## Problem to work on
For the records that follow, please set down exactly the lines between the one holding "ctx.font = font" and the one holding "[1001,793,1024,791,1066,778,1114,772]", inclusive, and only those.

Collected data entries

:::

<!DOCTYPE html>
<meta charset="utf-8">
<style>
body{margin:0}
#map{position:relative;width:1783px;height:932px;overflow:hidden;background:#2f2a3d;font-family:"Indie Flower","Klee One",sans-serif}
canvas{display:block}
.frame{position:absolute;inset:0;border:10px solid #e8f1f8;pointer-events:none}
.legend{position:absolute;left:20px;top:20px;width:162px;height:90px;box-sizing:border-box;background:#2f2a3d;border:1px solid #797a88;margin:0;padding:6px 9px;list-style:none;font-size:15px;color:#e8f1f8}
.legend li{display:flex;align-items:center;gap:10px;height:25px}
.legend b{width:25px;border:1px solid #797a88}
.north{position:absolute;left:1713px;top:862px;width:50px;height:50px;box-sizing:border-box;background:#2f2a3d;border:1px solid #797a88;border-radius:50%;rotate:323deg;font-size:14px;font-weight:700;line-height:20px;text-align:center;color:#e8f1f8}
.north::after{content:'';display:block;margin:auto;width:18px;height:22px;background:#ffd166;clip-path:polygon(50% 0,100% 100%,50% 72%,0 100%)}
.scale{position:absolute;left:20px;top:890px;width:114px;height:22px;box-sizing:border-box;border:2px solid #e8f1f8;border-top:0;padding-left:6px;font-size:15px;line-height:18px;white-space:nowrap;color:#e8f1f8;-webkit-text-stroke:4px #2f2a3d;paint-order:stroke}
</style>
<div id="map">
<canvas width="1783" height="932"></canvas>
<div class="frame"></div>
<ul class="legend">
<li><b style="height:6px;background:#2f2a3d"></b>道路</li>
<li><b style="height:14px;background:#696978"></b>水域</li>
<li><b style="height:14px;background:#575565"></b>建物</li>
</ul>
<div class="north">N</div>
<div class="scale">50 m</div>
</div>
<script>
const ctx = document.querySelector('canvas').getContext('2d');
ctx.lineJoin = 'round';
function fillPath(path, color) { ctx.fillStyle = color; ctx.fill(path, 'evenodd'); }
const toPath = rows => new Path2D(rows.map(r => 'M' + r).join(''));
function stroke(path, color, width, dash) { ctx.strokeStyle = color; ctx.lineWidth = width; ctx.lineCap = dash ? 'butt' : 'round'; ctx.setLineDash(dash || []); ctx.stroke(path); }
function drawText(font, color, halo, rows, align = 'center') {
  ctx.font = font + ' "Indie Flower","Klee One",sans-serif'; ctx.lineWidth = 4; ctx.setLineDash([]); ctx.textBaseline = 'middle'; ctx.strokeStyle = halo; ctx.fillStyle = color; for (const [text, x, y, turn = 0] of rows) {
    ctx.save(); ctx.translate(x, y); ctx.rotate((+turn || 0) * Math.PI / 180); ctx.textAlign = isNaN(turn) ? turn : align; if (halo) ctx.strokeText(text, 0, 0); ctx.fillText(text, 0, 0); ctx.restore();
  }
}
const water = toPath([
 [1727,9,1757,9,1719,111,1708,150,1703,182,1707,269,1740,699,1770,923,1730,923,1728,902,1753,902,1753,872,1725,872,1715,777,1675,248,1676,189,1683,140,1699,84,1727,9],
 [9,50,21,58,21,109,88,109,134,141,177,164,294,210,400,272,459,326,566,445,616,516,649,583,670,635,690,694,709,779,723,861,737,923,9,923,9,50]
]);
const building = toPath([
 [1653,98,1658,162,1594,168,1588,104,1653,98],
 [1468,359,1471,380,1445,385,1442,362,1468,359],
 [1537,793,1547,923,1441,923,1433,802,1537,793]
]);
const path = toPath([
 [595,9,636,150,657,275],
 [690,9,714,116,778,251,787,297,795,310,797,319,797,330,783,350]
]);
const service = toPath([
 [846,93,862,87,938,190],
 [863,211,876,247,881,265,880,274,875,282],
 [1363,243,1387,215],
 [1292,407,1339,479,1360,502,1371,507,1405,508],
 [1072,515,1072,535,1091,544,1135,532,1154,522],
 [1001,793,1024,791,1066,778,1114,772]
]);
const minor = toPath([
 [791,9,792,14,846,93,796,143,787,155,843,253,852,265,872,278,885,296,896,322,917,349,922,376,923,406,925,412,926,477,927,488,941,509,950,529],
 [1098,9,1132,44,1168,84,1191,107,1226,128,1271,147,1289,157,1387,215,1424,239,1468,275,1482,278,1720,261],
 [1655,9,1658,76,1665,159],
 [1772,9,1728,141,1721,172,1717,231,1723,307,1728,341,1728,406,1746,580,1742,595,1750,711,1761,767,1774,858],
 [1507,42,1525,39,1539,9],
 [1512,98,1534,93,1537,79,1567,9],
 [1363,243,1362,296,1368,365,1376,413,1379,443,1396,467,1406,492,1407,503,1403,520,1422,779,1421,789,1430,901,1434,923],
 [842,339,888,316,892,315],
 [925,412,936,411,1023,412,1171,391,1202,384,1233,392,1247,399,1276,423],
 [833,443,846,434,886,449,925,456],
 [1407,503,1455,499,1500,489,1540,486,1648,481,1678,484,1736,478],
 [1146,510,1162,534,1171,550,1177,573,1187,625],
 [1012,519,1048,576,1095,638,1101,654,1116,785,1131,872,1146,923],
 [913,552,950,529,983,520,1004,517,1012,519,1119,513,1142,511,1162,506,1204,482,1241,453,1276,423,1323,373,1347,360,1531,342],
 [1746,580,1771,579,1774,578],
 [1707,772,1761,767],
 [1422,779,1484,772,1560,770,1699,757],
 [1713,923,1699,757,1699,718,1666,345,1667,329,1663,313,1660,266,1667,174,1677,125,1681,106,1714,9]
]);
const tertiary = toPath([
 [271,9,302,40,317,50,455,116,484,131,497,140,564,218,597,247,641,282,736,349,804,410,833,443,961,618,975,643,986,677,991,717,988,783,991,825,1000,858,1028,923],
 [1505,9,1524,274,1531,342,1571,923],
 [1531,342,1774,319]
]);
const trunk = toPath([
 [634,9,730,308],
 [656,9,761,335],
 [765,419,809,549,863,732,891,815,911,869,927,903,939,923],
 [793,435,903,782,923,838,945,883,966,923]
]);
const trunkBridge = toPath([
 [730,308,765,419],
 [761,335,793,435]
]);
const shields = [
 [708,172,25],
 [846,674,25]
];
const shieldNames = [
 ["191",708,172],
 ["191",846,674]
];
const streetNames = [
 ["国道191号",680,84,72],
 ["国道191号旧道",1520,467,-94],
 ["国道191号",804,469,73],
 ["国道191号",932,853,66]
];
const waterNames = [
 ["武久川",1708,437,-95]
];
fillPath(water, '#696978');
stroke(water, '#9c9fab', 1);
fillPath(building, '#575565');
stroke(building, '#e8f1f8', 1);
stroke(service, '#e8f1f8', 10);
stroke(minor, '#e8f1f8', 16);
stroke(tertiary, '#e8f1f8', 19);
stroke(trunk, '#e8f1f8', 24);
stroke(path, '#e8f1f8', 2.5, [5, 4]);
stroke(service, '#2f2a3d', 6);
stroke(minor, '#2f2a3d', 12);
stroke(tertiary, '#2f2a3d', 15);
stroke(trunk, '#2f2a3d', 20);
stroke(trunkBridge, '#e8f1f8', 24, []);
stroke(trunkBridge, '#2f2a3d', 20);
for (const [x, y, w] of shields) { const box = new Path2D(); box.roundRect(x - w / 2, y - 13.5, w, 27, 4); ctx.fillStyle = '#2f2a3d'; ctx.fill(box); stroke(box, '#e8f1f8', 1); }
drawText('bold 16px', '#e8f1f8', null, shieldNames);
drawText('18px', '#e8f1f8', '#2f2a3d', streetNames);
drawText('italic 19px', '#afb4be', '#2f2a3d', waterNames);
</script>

:::

## Solution
  ctx.font = font + ' "Indie Flower","Klee One",sans-serif'; ctx.lineWidth = 4; ctx.setLineDash([]); ctx.textBaseline = 'middle'; ctx.strokeStyle = halo; ctx.fillStyle = color; for (const [text, x, y, turn = 0] of rows) {
    ctx.save(); ctx.translate(x, y); ctx.rotate((+turn || 0) * Math.PI / 180); ctx.textAlign = isNaN(turn) ? turn : align; if (halo) ctx.strokeText(text, 0, 0); ctx.fillText(text, 0, 0); ctx.restore();
  }
}
const water = toPath([
 [1727,9,1757,9,1719,111,1708,150,1703,182,1707,269,1740,699,1770,923,1730,923,1728,902,1753,902,1753,872,1725,872,1715,777,1675,248,1676,189,1683,140,1699,84,1727,9],
 [9,50,21,58,21,109,88,109,134,141,177,164,294,210,400,272,459,326,566,445,616,516,649,583,670,635,690,694,709,779,723,861,737,923,9,923,9,50]
]);
const building = toPath([
 [1653,98,1658,162,1594,168,1588,104,1653,98],
 [1468,359,1471,380,1445,385,1442,362,1468,359],
 [1537,793,1547,923,1441,923,1433,802,1537,793]
]);
const path = toPath([
 [595,9,636,150,657,275],
 [690,9,714,116,778,251,787,297,795,310,797,319,797,330,783,350]
]);
const service = toPath([
 [846,93,862,87,938,190],
 [863,211,876,247,881,265,880,274,875,282],
 [1363,243,1387,215],
 [1292,407,1339,479,1360,502,1371,507,1405,508],
 [1072,515,1072,535,1091,544,1135,532,1154,522],
 [1001,793,1024,791,1066,778,1114,772]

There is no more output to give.